* _EXERCISE_
What you return must be the full listing, word for word, with no images in it.

* _TASK INPUT_

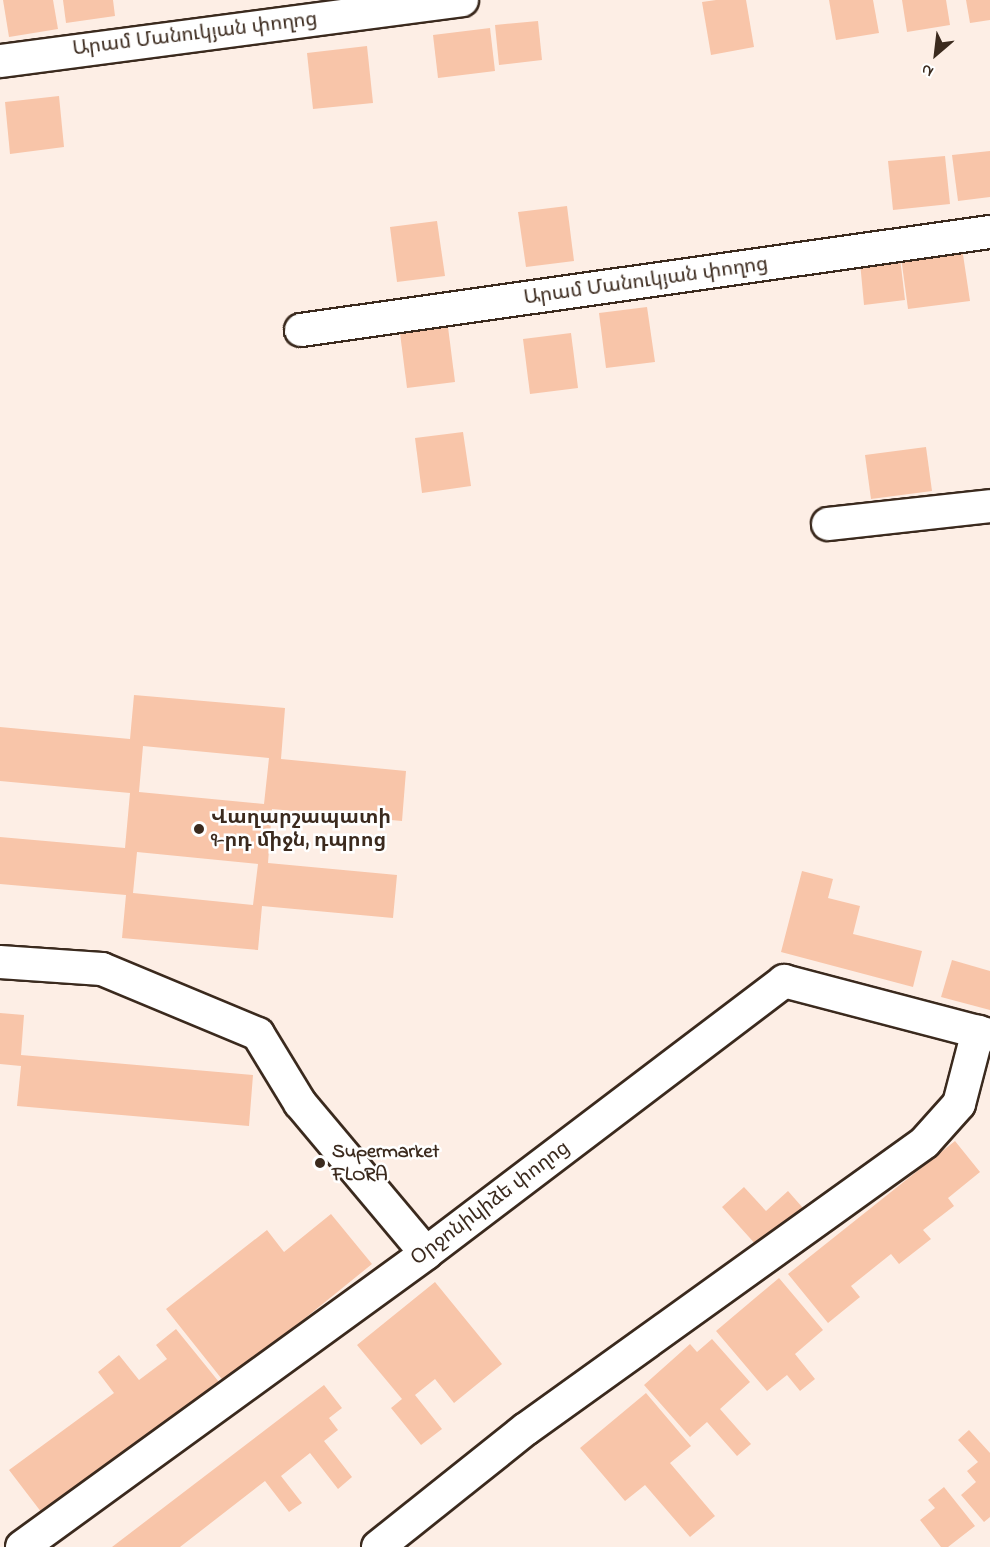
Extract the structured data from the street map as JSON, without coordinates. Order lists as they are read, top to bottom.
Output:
{
  "streets": {
    "street": ["Արամ Մանուկյան փողոց", "Օրջոնիկիձե փողոց"]
  },
  "places": ["Վաղարշապատի 9-րդ միջն, դպրոց", "Supermarket FLORA"],
  "north": "bottom left"
}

* _TASK RESULT_
Extract the structured data from the street map as JSON, without coordinates. Order lists as they are read, top to bottom.
Output:
{
  "streets": {
    "street": ["Արամ Մանուկյան փողոց", "Օրջոնիկիձե փողոց"]
  },
  "places": ["Վաղարշապատի 9-րդ միջն, դպրոց", "Supermarket FLORA"],
  "north": "bottom left"
}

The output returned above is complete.